Member Of Arunachal Pradesh Legislative Assembly
- Incumbent
- Assumed office 2009
- Constituency: Tuting-Yingkiong

Personal details
- Born: 1 March 1964 (age 62)
- Citizenship: India
- Party: Bharatiya Janata Party (2017-Present)
- Other political affiliations: Nationalist Congress Party (2009-2012); Indian National Congress (2012-2017);
- Education: Bachelor of Arts
- Alma mater: Jawaharlal Nehru College (JNC), Pasighat

= Alo Libang =

Indian politician

Alo Libang (born 1 March 1964) is an Indian politician from the state of Arunachal Pradesh. He is the current Member of Legislative Assembly from 34th Yingkiong-Tuting Constituency.

Alo Libang was elected uncontested as a candidate from the Tuting-Yingkiong constituency in the 2014 Arunachal Pradesh Legislative Assembly election, as an Indian National Congress (INC) candidate and in the 2019 Assembly election, by securing 5800 votes, he was again elected from the same Constituency by defeating Janata Dal (Secular) candidate Gegong Apang by a margin of 1609 votes.

== Early life and education ==
Alo Libang was born and brought up in a small village called Simong, 10 kilometres away from Yingkiong Town, Upper Siang, Arunachal Pradesh. He was well versed in public speaking from his childhood. He completed his Bachelor of Arts (B.A.) degree at Jawaharlal Nehru College, Pasighat under Rajiv Gandhi University, the former Arunachal University in Itanagar, Arunachal Pradesh.

== Political career ==
He made his foray into politics during the year 2009 and was elected as a Member of the Legislative Assembly of Arunachal Pradesh, as a candidate from the Nationalist Congress Party (NCP). He later joined the Indian National Congress in 2012. He has held many important portfolios in the cabinet ofArunachal Pradesh, and also served as Minister of Health & Family Welfare, Social Welfare, Women & Child Development, Social Justice, Empowerment & Tribal Affairs. In September 2016, he was sworn in as the Deputy Speaker of the Arunachal Pradesh Legislative Assembly and in the 2019 election he was elected from the Tuting-Yingkiong (ST) constituency as a Bharatiya Janata Party (BJP) candidate.

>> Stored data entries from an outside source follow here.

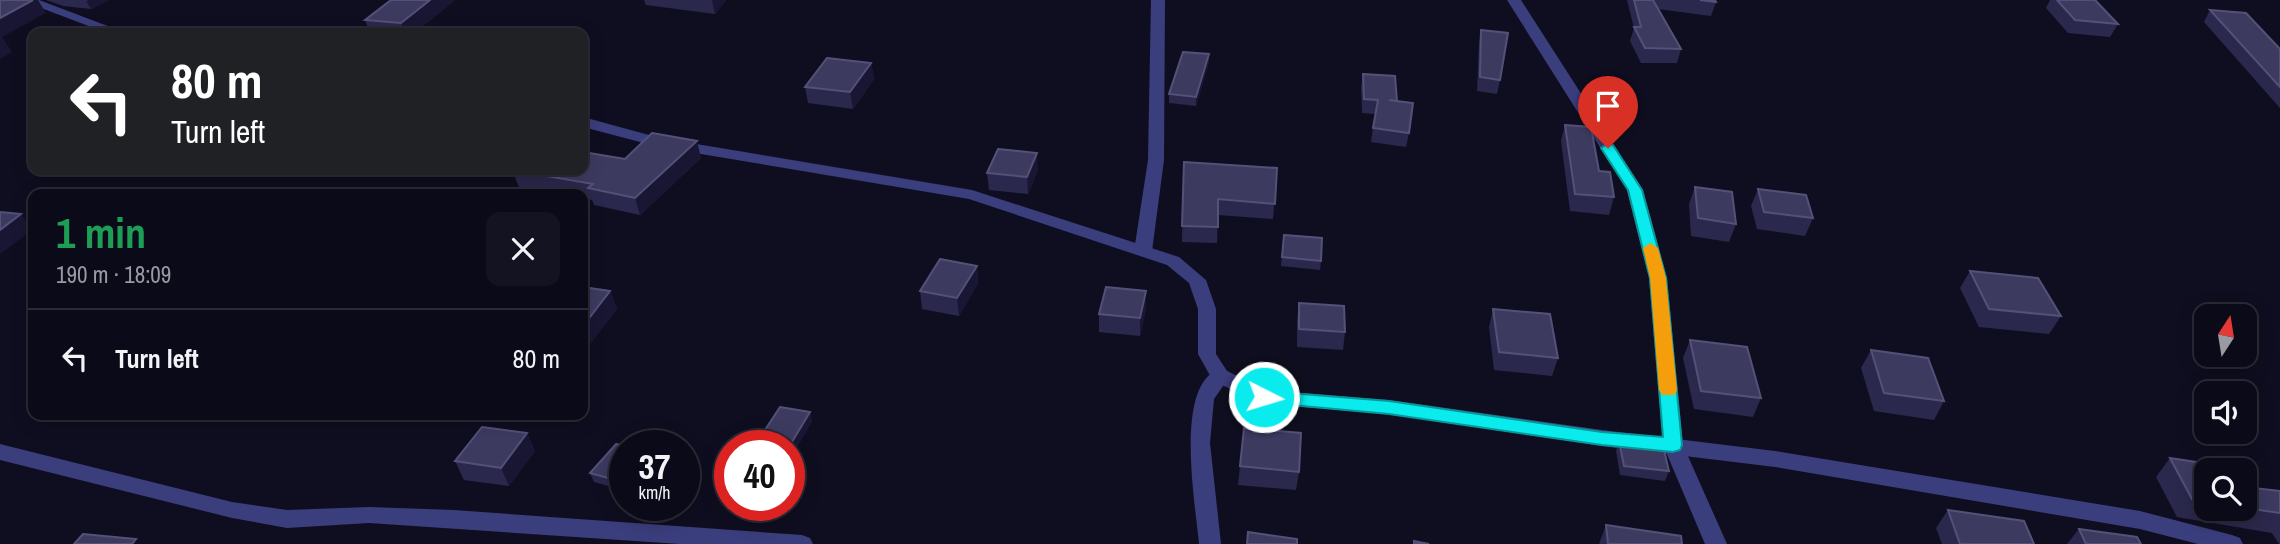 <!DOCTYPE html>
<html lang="en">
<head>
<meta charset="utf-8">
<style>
  :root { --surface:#0b0a18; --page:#141321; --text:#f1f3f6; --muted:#9a9aa2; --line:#2b2b37 }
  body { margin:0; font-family:"Archivo Narrow",sans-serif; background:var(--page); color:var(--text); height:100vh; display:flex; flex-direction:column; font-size:26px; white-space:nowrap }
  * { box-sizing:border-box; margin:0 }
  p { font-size:23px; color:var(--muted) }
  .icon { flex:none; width:38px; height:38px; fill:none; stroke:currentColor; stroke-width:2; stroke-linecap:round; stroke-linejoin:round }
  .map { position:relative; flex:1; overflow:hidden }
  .side { position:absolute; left:28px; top:189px; width:560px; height:231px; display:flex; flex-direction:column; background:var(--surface); border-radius:14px; box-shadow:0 4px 18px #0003,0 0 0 2px var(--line) }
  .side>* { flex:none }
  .banner { position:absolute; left:28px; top:28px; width:560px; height:147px; border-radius:14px; box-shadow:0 4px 18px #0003,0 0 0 2px var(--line); background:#202124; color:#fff; overflow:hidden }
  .needle { width:46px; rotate:12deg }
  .buttons { position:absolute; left:2194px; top:304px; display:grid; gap:14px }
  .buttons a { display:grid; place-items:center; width:63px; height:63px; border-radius:14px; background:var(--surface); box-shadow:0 4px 18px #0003,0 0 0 2px var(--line); font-size:35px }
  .speed { position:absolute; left:609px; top:430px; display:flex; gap:14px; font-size:35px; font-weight:700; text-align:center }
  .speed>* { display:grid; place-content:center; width:91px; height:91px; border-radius:50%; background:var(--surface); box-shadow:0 4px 18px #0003,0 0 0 2px var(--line); line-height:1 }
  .speed small { font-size:18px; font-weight:400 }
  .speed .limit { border:10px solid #d22; background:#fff; color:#111 }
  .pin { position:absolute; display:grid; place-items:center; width:60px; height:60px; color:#fff; margin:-72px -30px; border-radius:50% 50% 50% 0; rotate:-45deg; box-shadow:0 0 7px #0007 }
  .pin .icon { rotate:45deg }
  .me { position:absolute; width:77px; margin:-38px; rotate:95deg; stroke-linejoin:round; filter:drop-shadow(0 0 5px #0008) }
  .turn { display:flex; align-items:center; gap:24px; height:147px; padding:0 28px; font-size:32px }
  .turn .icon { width:91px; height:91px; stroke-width:2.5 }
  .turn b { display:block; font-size:49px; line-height:60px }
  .round { display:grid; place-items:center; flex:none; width:74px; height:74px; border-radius:14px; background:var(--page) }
  .head { display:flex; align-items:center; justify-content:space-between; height:119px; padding:0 28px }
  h1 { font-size:42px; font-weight:800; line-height:52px; color:#1e9e55 }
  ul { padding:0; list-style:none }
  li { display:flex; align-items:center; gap:21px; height:98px; padding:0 28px; border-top:2px solid var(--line) }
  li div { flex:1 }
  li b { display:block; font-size:26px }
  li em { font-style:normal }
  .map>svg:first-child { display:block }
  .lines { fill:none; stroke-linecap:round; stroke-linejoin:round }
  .minor { fill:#3b3e7d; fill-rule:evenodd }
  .tertiary { fill:#3b3e7d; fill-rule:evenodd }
  .wall { fill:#2b284d }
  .shaded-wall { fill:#191633 }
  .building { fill:#3d3a60; stroke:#545179; stroke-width:2 }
  .route { fill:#0aebed; stroke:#06999a; stroke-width:2 }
  .slow { fill:#f59e0b }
</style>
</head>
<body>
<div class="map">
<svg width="2280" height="544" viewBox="0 0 2280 544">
  <rect width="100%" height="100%" fill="#0f0e20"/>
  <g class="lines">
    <g class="minor">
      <polygon points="1151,0 1165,0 1164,160 1152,251 1143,256 1134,251 1148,160"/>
      <polygon points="1507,0 1521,0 1643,190 1667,278 1683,445 1727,544 1705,544 1663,445 1649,278 1627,190"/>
      <path d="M 1220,369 L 1227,371 L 1230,376 L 1214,399 L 1210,443 L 1221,544 L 1199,544 C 1196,507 1173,383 1220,369 Z"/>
      <polygon points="0,444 232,502 287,510 369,507 454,510 802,535 810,538 813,544 680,544 369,523 287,528 232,518 0,460"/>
    </g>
    <g class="tertiary">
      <polygon points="20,0 39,0 126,33 107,33"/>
      <polygon points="583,117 660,138 972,190 1179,257 1206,280 1216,309 1216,354 1227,371 1267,390 1389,400 1602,430 1775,451 2140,511 2232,535 2240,538 2243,544 2198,544 2140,529 1775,467 1602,446 1389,414 1264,404 1213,381 1198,354 1198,309 1189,283 1167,265 969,199 659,147 583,127"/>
    </g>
  </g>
  <g class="wall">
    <polygon points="46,0 109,0 91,9 63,6"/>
    <polygon points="455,0 414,33 370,33 365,20"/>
    <polygon points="644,0 726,0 715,14 646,5"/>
    <polygon points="1627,0 1715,0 1716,2 1711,16 1658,9 1681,49 1677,63 1641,63 1630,41 1634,28"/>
    <polygon points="2050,0 2095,0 2118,24 2110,37 2068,33 2046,8"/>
    <polygon points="2210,10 2280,49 2280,108 2204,22"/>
    <polygon points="1481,30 1500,80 1497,94 1477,91 1479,43"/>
    <polygon points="1209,62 1196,106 1169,103 1169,94"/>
    <polygon points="871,63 874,79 853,109 808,103 805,87"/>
    <polygon points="1363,74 1397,101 1409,133 1406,147 1371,142 1375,114 1362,113 1361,88"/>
    <polygon points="1565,125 1599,171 1614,197 1609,215 1570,211 1561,141"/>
    <polygon points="701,158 640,215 594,205 592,200 583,198 583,194 559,194 519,187 512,170 625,159"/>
    <polygon points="1184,162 1277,168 1273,219 1218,215 1217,243 1182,242"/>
    <polygon points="1038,170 1028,194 989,190 987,173"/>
    <polygon points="1695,187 1736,224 1729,242 1691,236 1689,204"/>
    <polygon points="1758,189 1813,218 1805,236 1757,229 1751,206"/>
    <polygon points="1284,235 1321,261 1320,270 1281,266"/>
    <polygon points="977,266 978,283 959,316 922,309 920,291"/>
    <polygon points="1970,271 2061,316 2049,334 1979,327 1960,288"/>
    <polygon points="583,287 610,291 617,309 588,346 583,345"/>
    <polygon points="1299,303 1345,332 1343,350 1297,347 1297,321"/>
    <polygon points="1146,309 1140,336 1099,332 1099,314"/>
    <polygon points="1493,309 1558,358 1552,376 1494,370 1489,327"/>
    <polygon points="1690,340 1761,398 1753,417 1694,409 1683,358"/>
    <polygon points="1871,350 1944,401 1934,420 1874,411 1861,368"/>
    <polygon points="810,412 812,421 794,452 789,451 789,446 764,446 761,436"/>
    <polygon points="1244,428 1299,472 1296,490 1238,485"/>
    <polygon points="527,433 535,451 509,486 464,480 455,461"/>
    <polygon points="1619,441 1669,471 1665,481 1620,475 1616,451"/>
    <polygon points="625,446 625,489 623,490 594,482 590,473"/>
    <polygon points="2170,458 2207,471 2207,509 2245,509 2245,487 2280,491 2280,544 2279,544 2272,533 2177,517 2156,477"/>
    <polygon points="1948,510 2034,544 1942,544 1936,528"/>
    <polygon points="1606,525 1682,544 1599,544"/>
    <polygon points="2079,529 2141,544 2067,544"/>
  </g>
  <g class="shaded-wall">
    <polygon points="33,0 38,0 46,13 2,37 12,52 0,59 0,18"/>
    <polygon points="89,0 109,0 91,9 86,1"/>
    <polygon points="430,0 455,0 414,33 405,33 401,23"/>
    <polygon points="713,0 726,0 715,14 712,1"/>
    <polygon points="1209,54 1209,62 1196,106 1196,97"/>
    <polygon points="871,63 874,79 853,109 850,92"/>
    <polygon points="697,141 701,158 640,215 635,198"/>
    <polygon points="1037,153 1038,170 1028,194 1027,177"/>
    <polygon points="21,214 32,230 0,254 0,230"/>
    <polygon points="977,266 978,283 959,316 957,298"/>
    <polygon points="610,291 617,309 588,346 583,332 583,326"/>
    <polygon points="1146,291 1146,309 1140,336 1140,318"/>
    <polygon points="810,412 812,421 794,452 792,442"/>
    <polygon points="527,433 535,451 509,486 501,468"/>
    <polygon points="625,474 625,489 623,490 619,481"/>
  </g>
  <g class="building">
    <polygon points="0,0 33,0 0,18"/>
    <polygon points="391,0 430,0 401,23 365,20"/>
    <polygon points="1634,0 1653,0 1681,49 1645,48 1634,27 1641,27"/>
    <polygon points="1700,0 1715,0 1716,2"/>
    <polygon points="2057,0 2095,0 2118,24 2075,20"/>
    <polygon points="2210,10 2246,13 2280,49 2280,87"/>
    <polygon points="1481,30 1508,33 1500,80 1480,77"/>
    <polygon points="1183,52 1209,54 1196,97 1169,94"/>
    <polygon points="827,58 871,63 850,92 805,87"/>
    <polygon points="1363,74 1395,76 1397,101 1389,100 1413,103 1409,133 1373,128 1378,100 1364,99"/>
    <polygon points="1565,125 1591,127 1599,171 1610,172 1614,197 1575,194"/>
    <polygon points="652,133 697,141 635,198 588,188 593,184 512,170 583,170 583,152 625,159"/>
    <polygon points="998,149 1037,153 1027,177 987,173"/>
    <polygon points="1184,162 1277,168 1275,204 1218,199 1218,227 1182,226"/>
    <polygon points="1695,187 1732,192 1736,224 1698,218"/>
    <polygon points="1758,189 1806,195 1813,218 1764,212"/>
    <polygon points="0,212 21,214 0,230"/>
    <polygon points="1284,235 1322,238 1321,261 1282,257"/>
    <polygon points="940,259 977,266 957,298 920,291"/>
    <polygon points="1970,271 2038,278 2061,316 1989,309"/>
    <polygon points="583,287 610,291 583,326"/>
    <polygon points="1106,287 1146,291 1140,318 1099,314"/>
    <polygon points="1299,303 1344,306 1345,332 1299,329"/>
    <polygon points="1493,309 1550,314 1558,358 1499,352"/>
    <polygon points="1690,340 1747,347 1761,398 1701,391"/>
    <polygon points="1871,350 1928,358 1944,401 1884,393"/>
    <polygon points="780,407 810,412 792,442 761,436"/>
    <polygon points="482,427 527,433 501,468 455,461"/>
    <polygon points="1244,428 1301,433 1299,472 1240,466"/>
    <polygon points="1619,441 1663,446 1669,471 1624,466"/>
    <polygon points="616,444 625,446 625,474 619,481 590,473"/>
    <polygon points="2170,458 2222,466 2224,471 2207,471 2207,502 2192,499"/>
    <polygon points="2245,487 2280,491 2280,513 2245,508"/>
    <polygon points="1948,510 2024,521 2034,544 1960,544"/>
    <polygon points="1606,525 1681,536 1682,544 1608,544"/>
    <polygon points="2079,529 2137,537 2141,544 2086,544"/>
    <polygon points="1248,532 1297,539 1297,544 1247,544"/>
    <polygon points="83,534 136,539 132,544 74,544"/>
    <polygon points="1414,541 1429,544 1414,544"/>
  </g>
  <polygon class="route" points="1608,143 1613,145 1642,190 1666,278 1682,445 1680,450 1673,452 1602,445 1389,414 1258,402 1255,397 1258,393 1264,391 1389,401 1602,432 1663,437 1650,278 1628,190 1601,148"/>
  <polygon class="slow" points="1650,243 1658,248 1666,278 1677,390 1675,395 1662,395 1659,390 1650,278 1643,248"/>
</svg>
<div class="buttons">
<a><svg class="needle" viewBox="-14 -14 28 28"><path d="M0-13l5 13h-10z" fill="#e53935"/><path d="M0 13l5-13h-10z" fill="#9a9aa2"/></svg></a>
<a><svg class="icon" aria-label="sound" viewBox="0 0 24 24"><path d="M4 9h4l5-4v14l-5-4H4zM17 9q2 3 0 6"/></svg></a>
<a><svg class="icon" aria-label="search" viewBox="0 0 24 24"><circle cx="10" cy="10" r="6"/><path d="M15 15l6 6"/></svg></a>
</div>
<div class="speed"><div>37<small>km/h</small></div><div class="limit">40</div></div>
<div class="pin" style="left:1608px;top:148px;background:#d93025"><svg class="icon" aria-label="arrive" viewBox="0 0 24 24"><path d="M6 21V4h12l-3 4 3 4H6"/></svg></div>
<svg class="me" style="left:1264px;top:397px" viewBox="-20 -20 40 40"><circle r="17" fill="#0aebed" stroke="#fff" stroke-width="3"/><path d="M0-11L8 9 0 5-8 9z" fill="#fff"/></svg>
<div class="banner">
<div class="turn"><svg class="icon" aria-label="left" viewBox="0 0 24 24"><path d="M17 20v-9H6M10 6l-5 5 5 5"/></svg><div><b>80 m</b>Turn left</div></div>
</div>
<section class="side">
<div class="head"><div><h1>1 min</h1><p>190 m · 18:09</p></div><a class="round"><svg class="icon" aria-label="close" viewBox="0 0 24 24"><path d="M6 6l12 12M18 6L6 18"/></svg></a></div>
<ul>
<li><svg class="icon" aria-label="left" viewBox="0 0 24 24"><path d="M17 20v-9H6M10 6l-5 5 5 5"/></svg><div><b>Turn left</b></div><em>80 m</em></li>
</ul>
</section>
</div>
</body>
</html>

== Public policies and schemes ==
Some of Libang's major contributions in the field of public service include the launching of the HRMIS (Human Resources Management Information System) state-level flagship programme under the National Health Mission (NHM) to ensure timely and transparent dispensation of Health services across all districts as the first of its kind in the State, the Mission 'Pratiraksha" programme to ensure 100 percent immunisation coverage of children in the State to curb the spread of preventable diseases, which achieved 67 percent immunisation, and the introduction of the 'Sarkaar Apke Dwaar' (Government at your Doorstep) initiative in remote areas of Tuting, Upper Siang to make basic government services more accessible to the local population. In April 2020, he inaugurated a COVID-19 Testing Lab at Tomo Riba Institute of Health and Medical Science (TRIHMS) Itanagar, which was the first ever Covid-19 Testing Facility in the State and the third in Northeast India after Assam and Mizoram. The Health Minister was reported Covid-19 positive along with six other legislators from Arunachal Pradesh in September 2020.

== 2019 assembly elections ==
Alo Libang contested the 2019 Legislative Assembly election and won a seat in the Arunachal Legislative Assembly as a Bharatiya Janata Party candidate from the Tuting-Yingkiong constituency. He adopted the 'Chowkidar' (watchman) campaign slogan, also espoused by current Prime Minister of India Narendra Modi, as well as the slogan "Main bhi Chowkidaar" (roughly translating to "me too watchman") to express solidarity with the party vision of the BJP. He secured a total of 5800 votes and defeated the Janata Dal (Secular) candidate Gegong Apang and Tsepa Wanchuk Khampa by a margin of 1609 and 5472 votes respectively.